Home purchase can be become much more complex than the average individual expects.  Certain aspects of the contract can have a significant impact not only on the success of your purchase transaction, but on your stress level as well. Below are some of the important items you should be aware of, that require you to make decisions as a buyer entering into a purchase contract.  At Mortgage Atlanta, we always recommend using a qualified Realtor to assist you in buying a home.  If you do not have a realtor or are not satisfied with one that you have worked with give us a call and we can recommend a realtor we have worked with in the past in your area.  

Pre-Approval and Pre-Qualification

Before you go out and see home with your realtor you need to speak with a mortgage specialist to be pre-qualified.  During this process your loan specialist will ask you a series of questions, check your credit and discuss with you your financing needs.  They will work with you to determine How much can you afford? and What price house you should look at!  A letter or email should be sent to your realtor once this is complete.  
Sellers can be leery of the stability and reliability of the buyer if the buyer is only capable of making a down payment of 10% or less. This can cause the buyer to lose a significant amount of negotiating ability, by being perceived as a weak buyer rather than a strong one. When working with Mortgage Atlanta, when you are ready to make an offer, a Pre-Approval letter is drafted for the property you are making an offer on.  Sometimes before the pre-approval letter is drafter your loan officer will ask you for items off of the What’s Needed list.  It is a good idea to send these to your loan officer as soon as possible. 

Contract Period

The contract period is the period of time in which all due diligence must be completed, including obtaining loan approval, property appraisal, home inspection reports, termite inspection, etc. Give yourself enough time for all due diligence to be completed for this very important purchase you are about to make. Typically, purchase contracts are drawn up for a period of 30, 45 or 60 days. However, while it is not typical, a purchase contract can be written for a term in excess of 60 days if the parties involved need that long of a period to complete all aspects of due diligence.

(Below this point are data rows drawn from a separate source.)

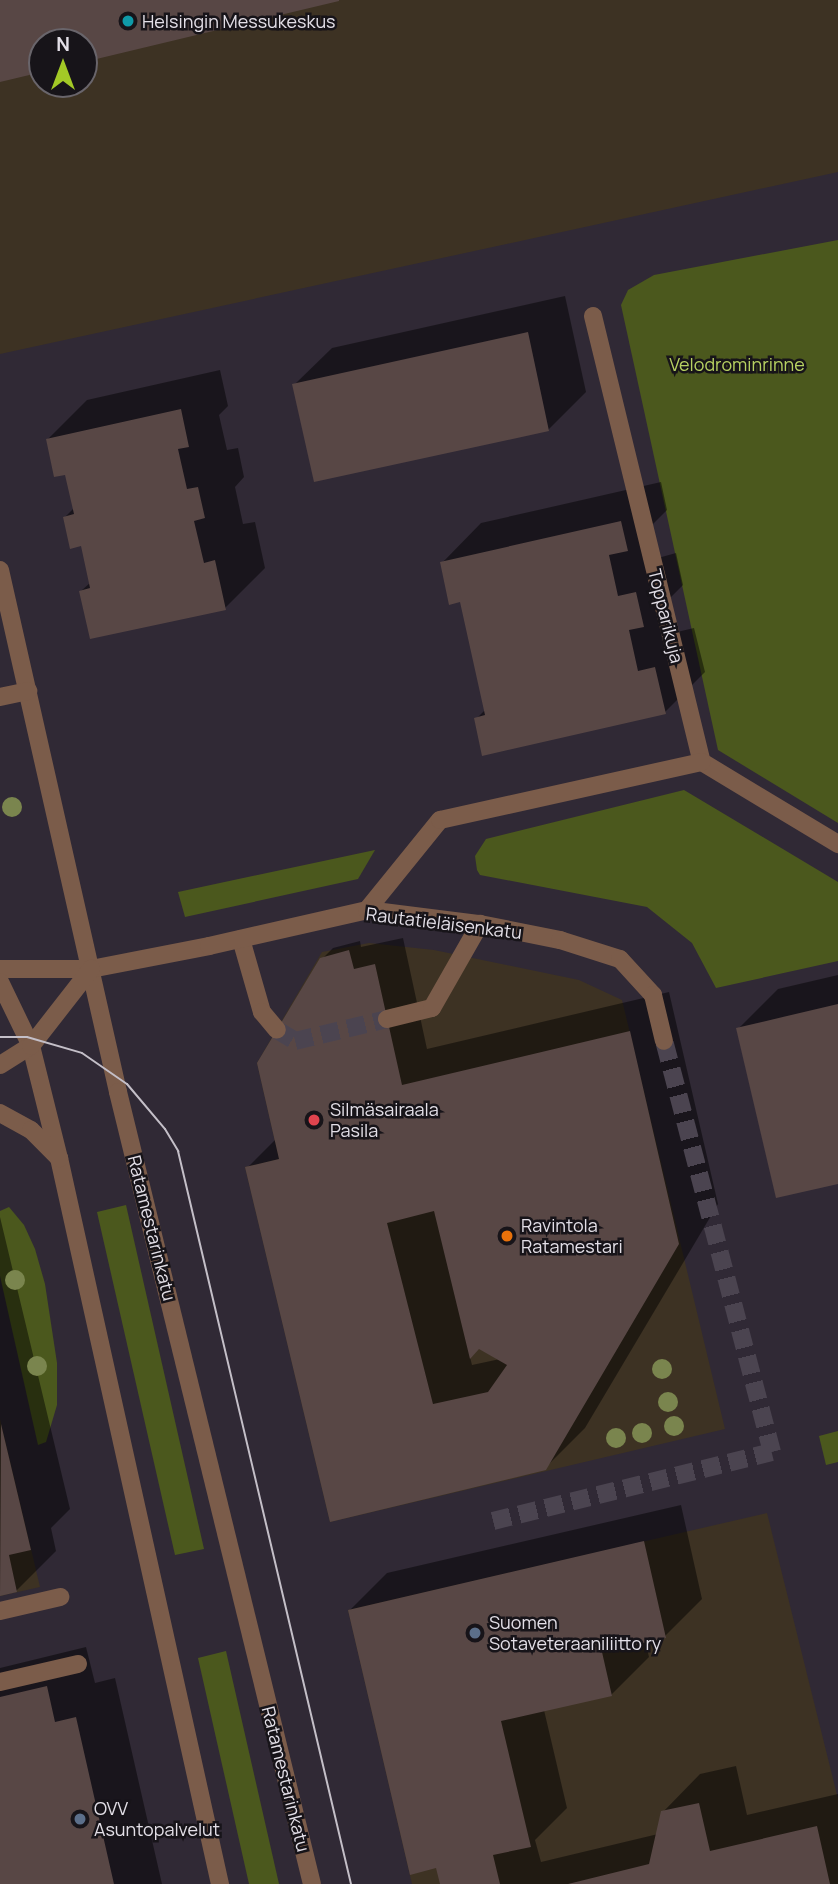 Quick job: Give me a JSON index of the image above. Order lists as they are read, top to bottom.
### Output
{
  "streets": {
    "street": ["Topparikuja", "Rautatieläisenkatu", "Ratamestarinkatu"]
  },
  "crossings": [
    ["Rautatieläisenkatu", "Ratamestarinkatu"]
  ],
  "parks": ["Velodrominrinne"],
  "places": [
    "Helsingin Messukeskus",
    "Silmäsairaala Pasila",
    "Ravintola Ratamestari",
    "Suomen Sotaveteraaniliitto ry",
    "OVV Asuntopalvelut"
  ],
  "north": "top"
} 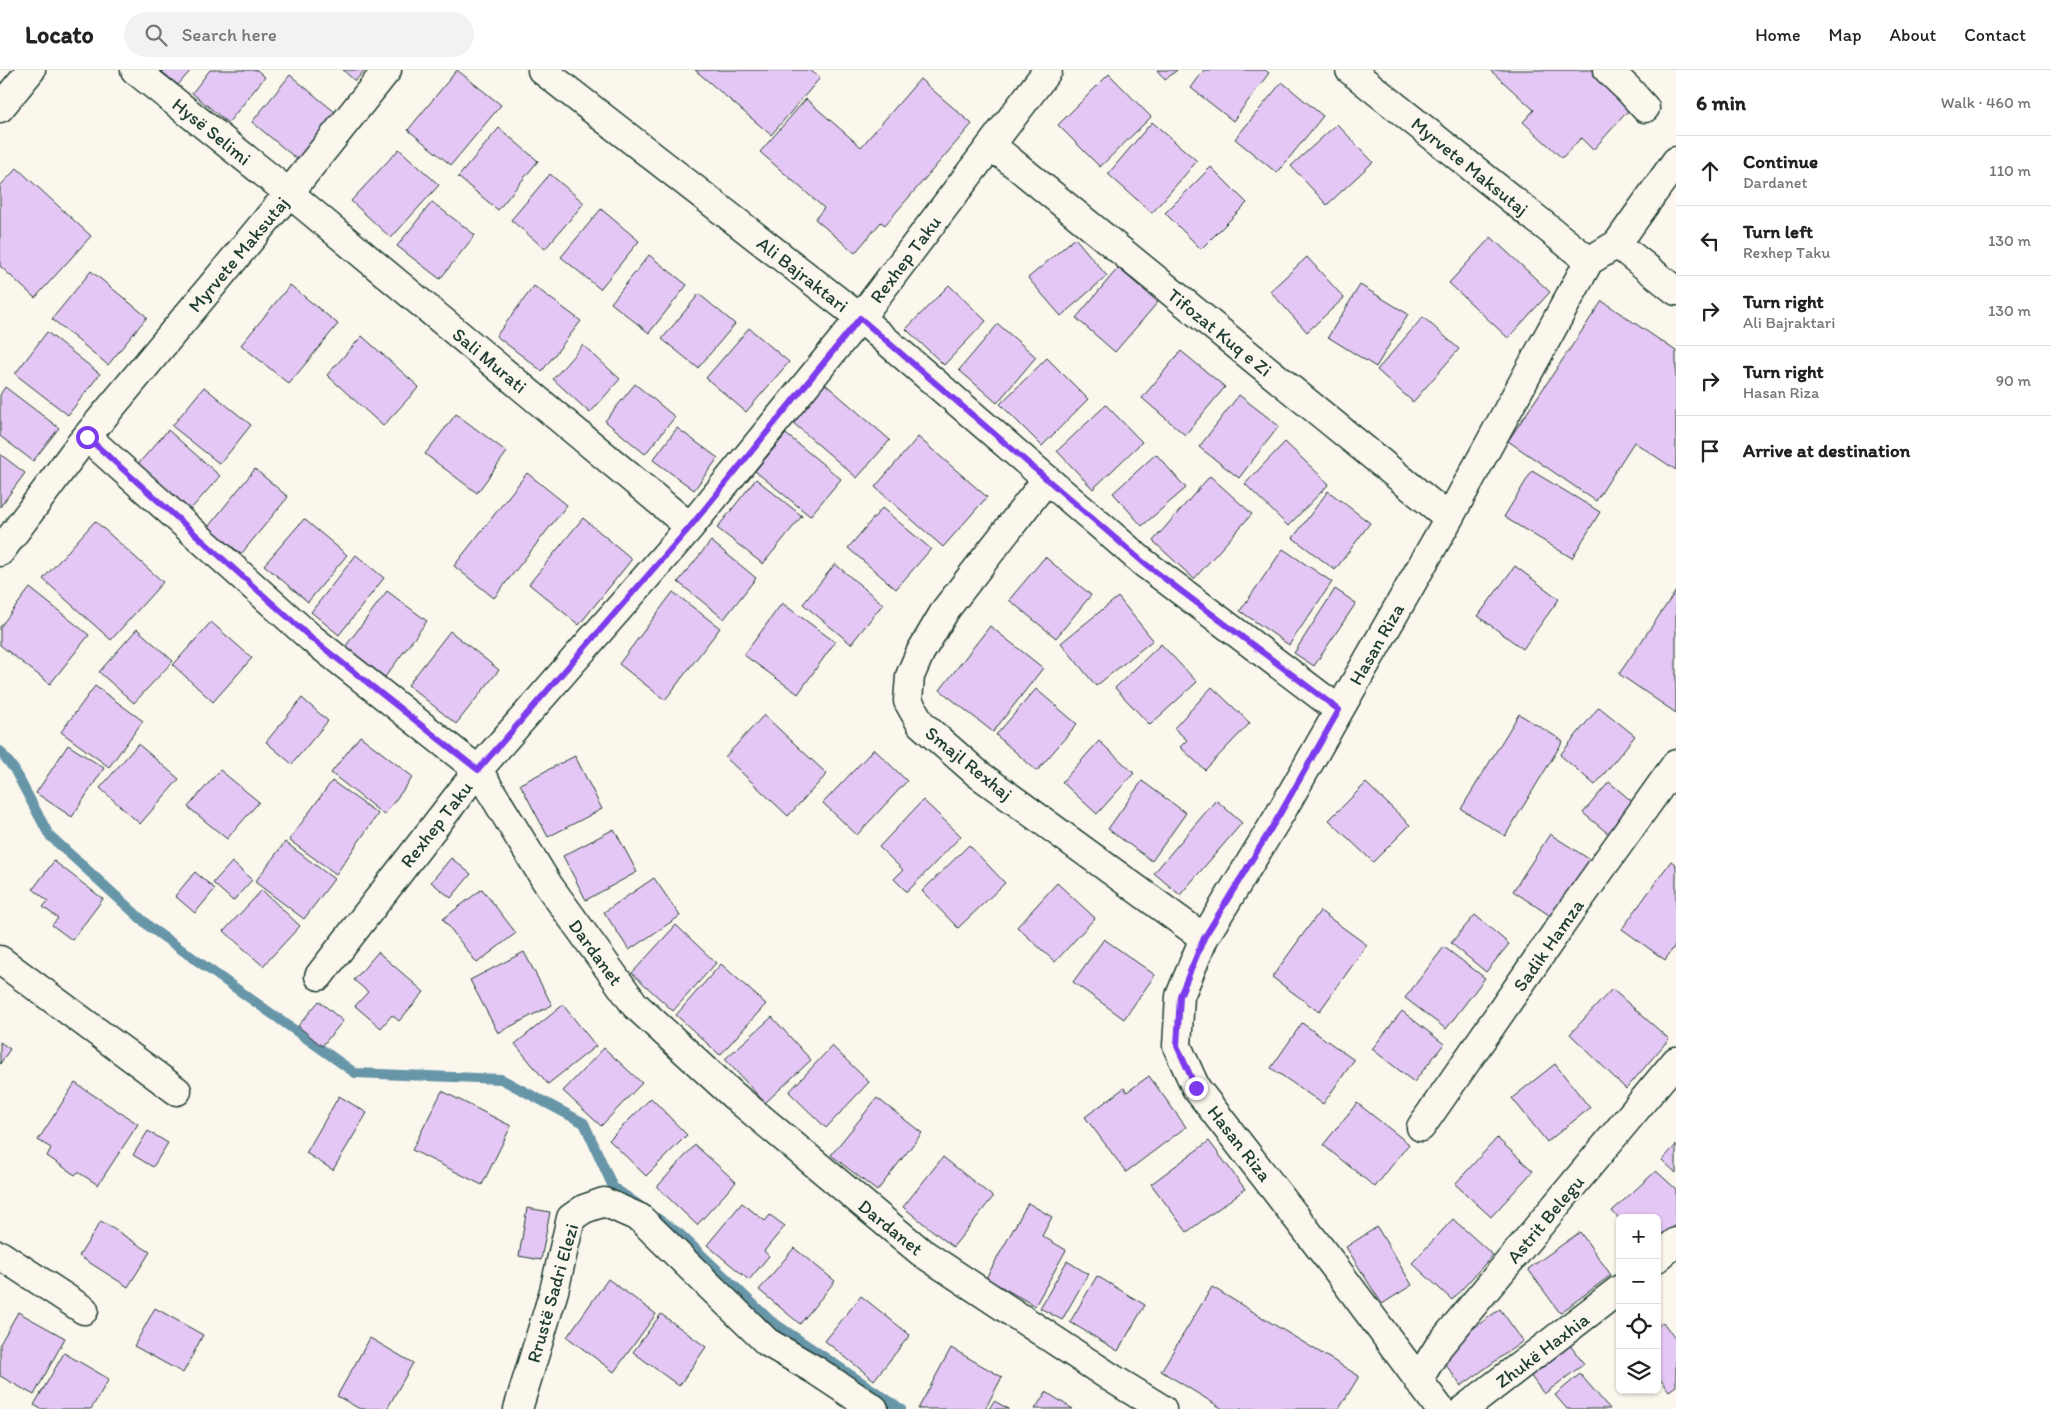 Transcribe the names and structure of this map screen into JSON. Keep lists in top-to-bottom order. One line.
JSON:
{"streets":{"street":["Hysë Selimi","Myrvete Maksutaj","Rexhep Taku","Ali Bajraktari","Tifozat Kuq e Zi","Sali Murati","Hasan Riza","Smajl Rexhaj","Sadik Hamza","Dardanet","Astrit Belegu","Rrustë Sadri Elezi","Zhukë Haxhia"]},"crossings":[["Hysë Selimi","Myrvete Maksutaj"],["Hysë Selimi","Sali Murati"],["Myrvete Maksutaj","Sali Murati"],["Myrvete Maksutaj","Hasan Riza"],["Myrvete Maksutaj","Dardanet"],["Rexhep Taku","Ali Bajraktari"],["Rexhep Taku","Tifozat Kuq e Zi"],["Rexhep Taku","Sali Murati"],["Rexhep Taku","Dardanet"],["Ali Bajraktari","Hasan Riza"],["Ali Bajraktari","Smajl Rexhaj"],["Tifozat Kuq e Zi","Hasan Riza"],["Hasan Riza","Smajl Rexhaj"],["Hasan Riza","Astrit Belegu"]],"page":{"header":"Locato","search":"Search here","nav":["Home","Map","About","Contact"],"heading":["6 min","Walk · 460 m"],"list":[["Continue","Dardanet","110 m"],["Turn left","Rexhep Taku","130 m"],["Turn right","Ali Bajraktari","130 m"],["Turn right","Hasan Riza","90 m"],"Arrive at destination"],"map_buttons":["+","−"]}} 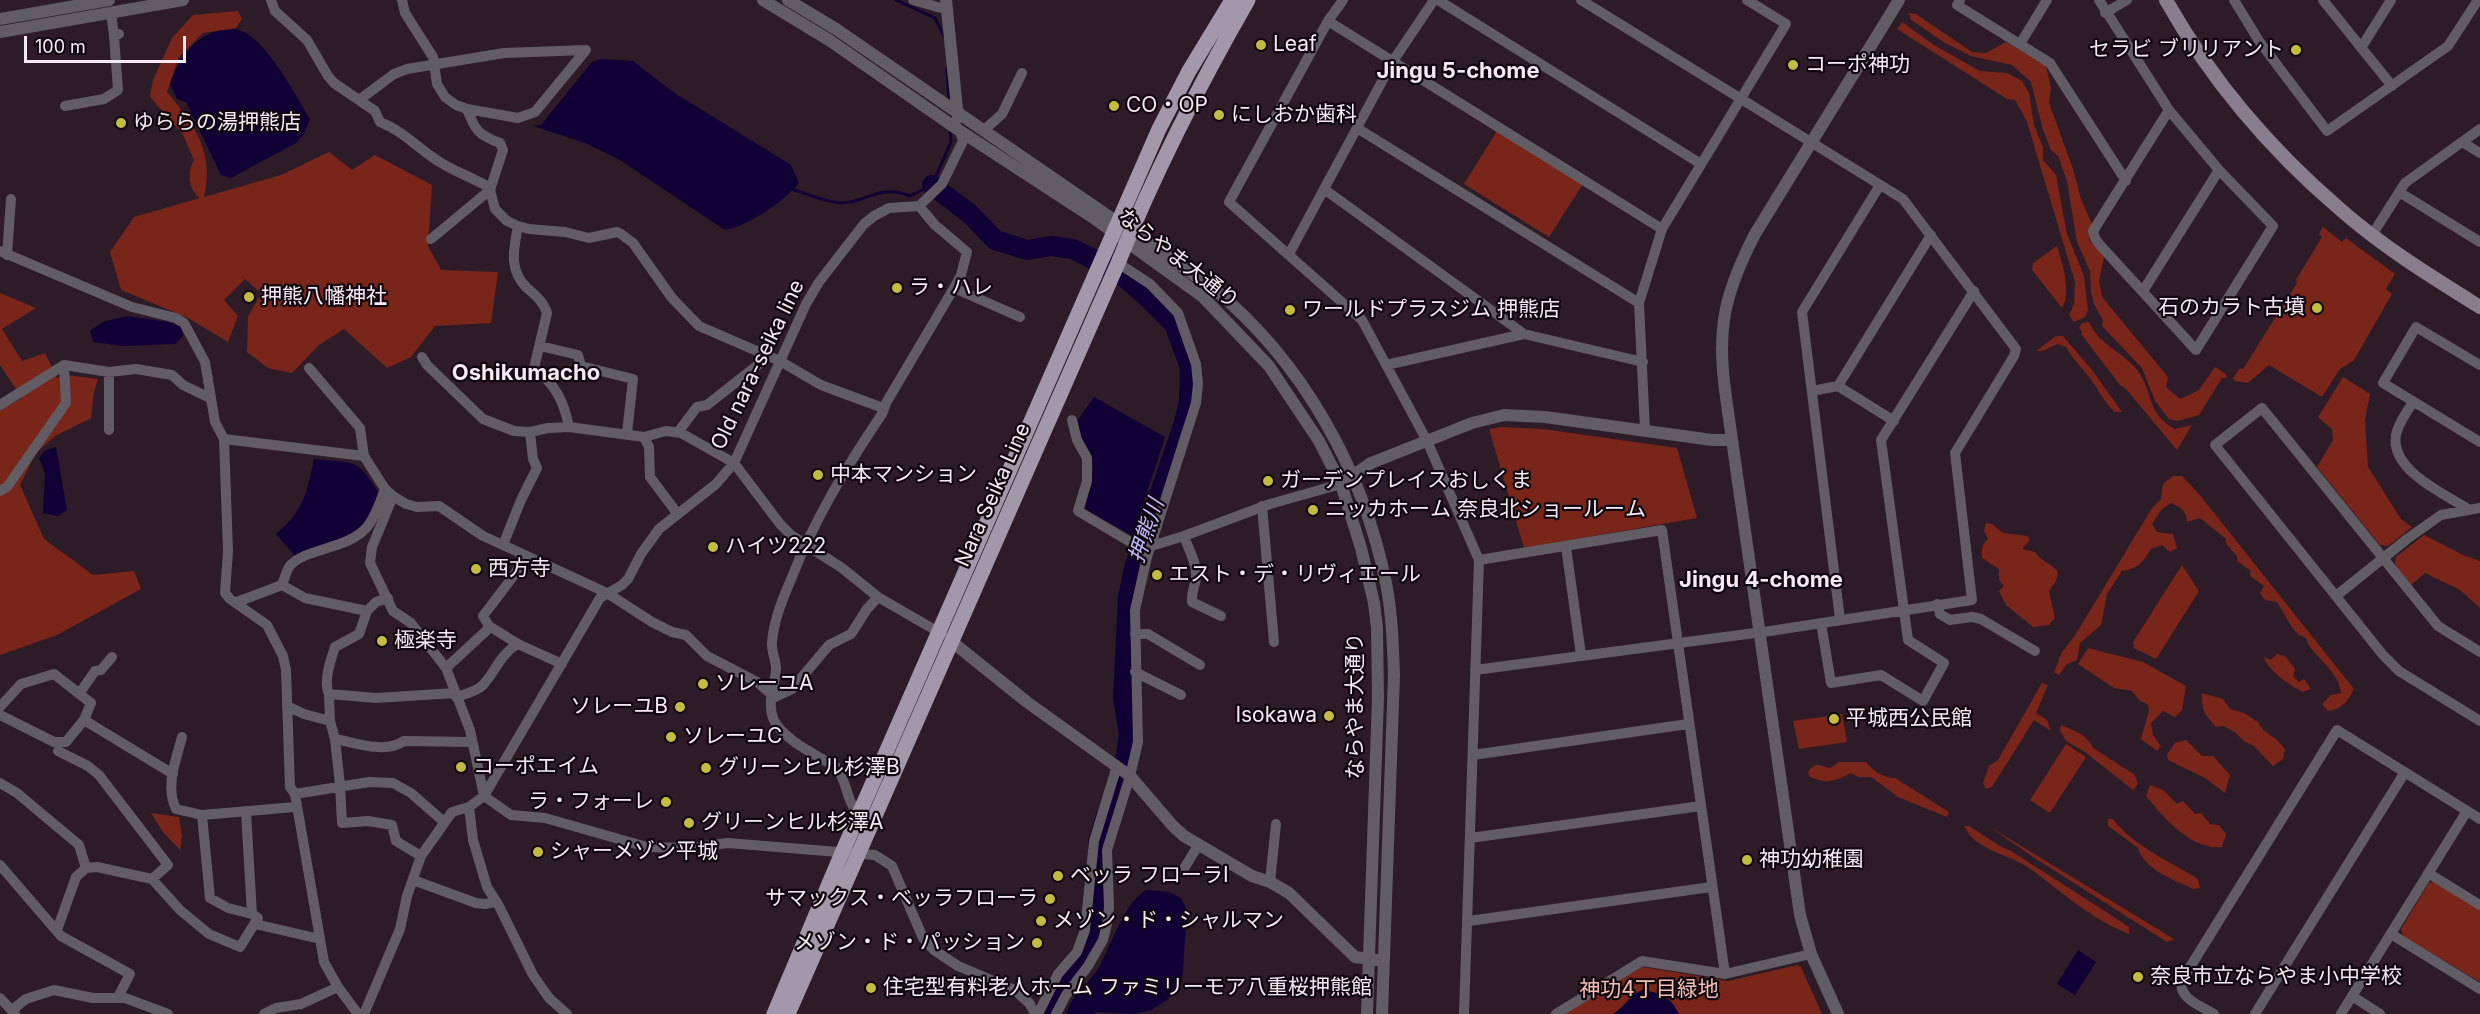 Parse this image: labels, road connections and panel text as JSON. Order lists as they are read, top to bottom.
{
  "streets": {
    "main road": ["Nara Seika Line"],
    "street": ["ならやま大通り", "Old nara-seika line"]
  },
  "crossings": [
    ["ならやま大通り", "Nara Seika Line"]
  ],
  "districts": ["Jingu 5-chome", "Oshikumacho", "Jingu 4-chome"],
  "water": ["押熊川"],
  "parks": ["神功4丁目緑地"],
  "places": [
    "Leaf",
    "セラビ ブリリアント",
    "コーポ神功",
    "CO・OP",
    "にしおか歯科",
    "ゆららの湯押熊店",
    "ラ・ハレ",
    "押熊八幡神社",
    "石のカラト古墳",
    "ワールドプラスジム 押熊店",
    "中本マンション",
    "ガーデンプレイスおしくま",
    "ニッカホーム 奈良北ショールーム",
    "ハイツ222",
    "西方寺",
    "エスト・デ・リヴィエール",
    "極楽寺",
    "ソレーユA",
    "ソレーユB",
    "Isokawa",
    "平城西公民館",
    "ソレーユC",
    "コーポエイム",
    "グリーンヒル杉澤B",
    "ラ・フォーレ",
    "グリーンヒル杉澤A",
    "シャーメゾン平城",
    "神功幼稚園",
    "ベッラ フローラⅠ",
    "サマックス・ベッラフローラ",
    "メゾン・ド・シャルマン",
    "メゾン・ド・パッション",
    "奈良市立ならやま小中学校",
    "住宅型有料老人ホーム ファミリーモア八重桜押熊館"
  ],
  "scale_bar": "100 m"
} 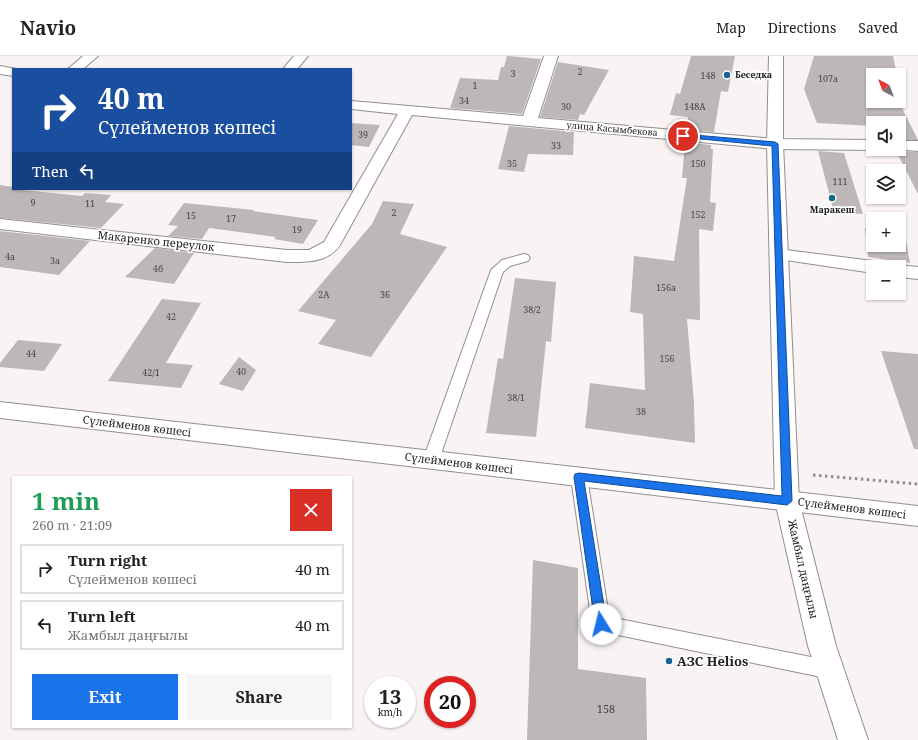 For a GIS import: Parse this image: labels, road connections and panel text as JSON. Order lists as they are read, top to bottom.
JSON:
{
  "streets": {
    "street": [
      "улица Касымбекова",
      "Макаренко переулок",
      "Сүлейменов көшесі",
      "Жамбыл даңғылы"
    ]
  },
  "crossings": [
    ["улица Касымбекова", "Макаренко переулок"],
    ["улица Касымбекова", "Жамбыл даңғылы"],
    ["Сүлейменов көшесі", "Жамбыл даңғылы"]
  ],
  "places": ["Беседка", "Маракеш", "АЗС Helios"],
  "house_numbers": [
    "2",
    "3",
    "148",
    "107а",
    "1",
    "34",
    "30",
    "148А",
    "39",
    "33",
    "35",
    "150",
    "111",
    "9",
    "11",
    "2",
    "152",
    "15",
    "17",
    "19",
    "4а",
    "3а",
    "4б",
    "156а",
    "2А",
    "36",
    "38/2",
    "42",
    "44",
    "156",
    "40",
    "42/1",
    "38/1",
    "38",
    "158"
  ],
  "north": "top left",
  "page": {
    "header": "Navio",
    "nav": ["Map", "Directions", "Saved"],
    "map_buttons": ["+", "−"],
    "turn": ["40 m", "Сүлейменов көшесі"],
    "then": "Then",
    "heading": ["1 min", "260 m · 21:09"],
    "list": [
      {
        "name": "Turn right",
        "note": "Сүлейменов көшесі",
        "value": "40 m"
      },
      {
        "name": "Turn left",
        "note": "Жамбыл даңғылы",
        "value": "40 m"
      }
    ],
    "buttons": ["Exit", "Share"],
    "speed": "13 km/h",
    "limit": "20"
  }
}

Loan or Financing Contingency

Loan contingency is the period of time the seller is giving you to obtain full, formal loan approval. Always include a financing contingency when making your offer!  In the unlikely event your loan is turned down or your loan terms change this contingency gives you specific rights to cancel the contract without costing you money! 

Always ask you loan officer how many days they will need for this contingency.  Typically, in a normal market, this should be between 15 and 30 days. The earnest money deposit you make at the time the offer is accepted will be put in jeopardy once the contingency for the loan has expired. If you do not purchase the home after the contingency period has elapse, you could lose your earnest money deposit and not have the failure of obtaining loan approval to lean on as an excuse. Written pre-approval will help to eliminate problems in this area. Please note: pre-approval is not the same as pre-qualification.
One other important item is the Appraisal Contingency.  Sometimes included in the financing contingency, you want to make sure you are protected if the house you are buying does not appraiser for or above the contract price.  You should ask your loan officer how many days is needed for this contingency, usually 10-14 days is enough!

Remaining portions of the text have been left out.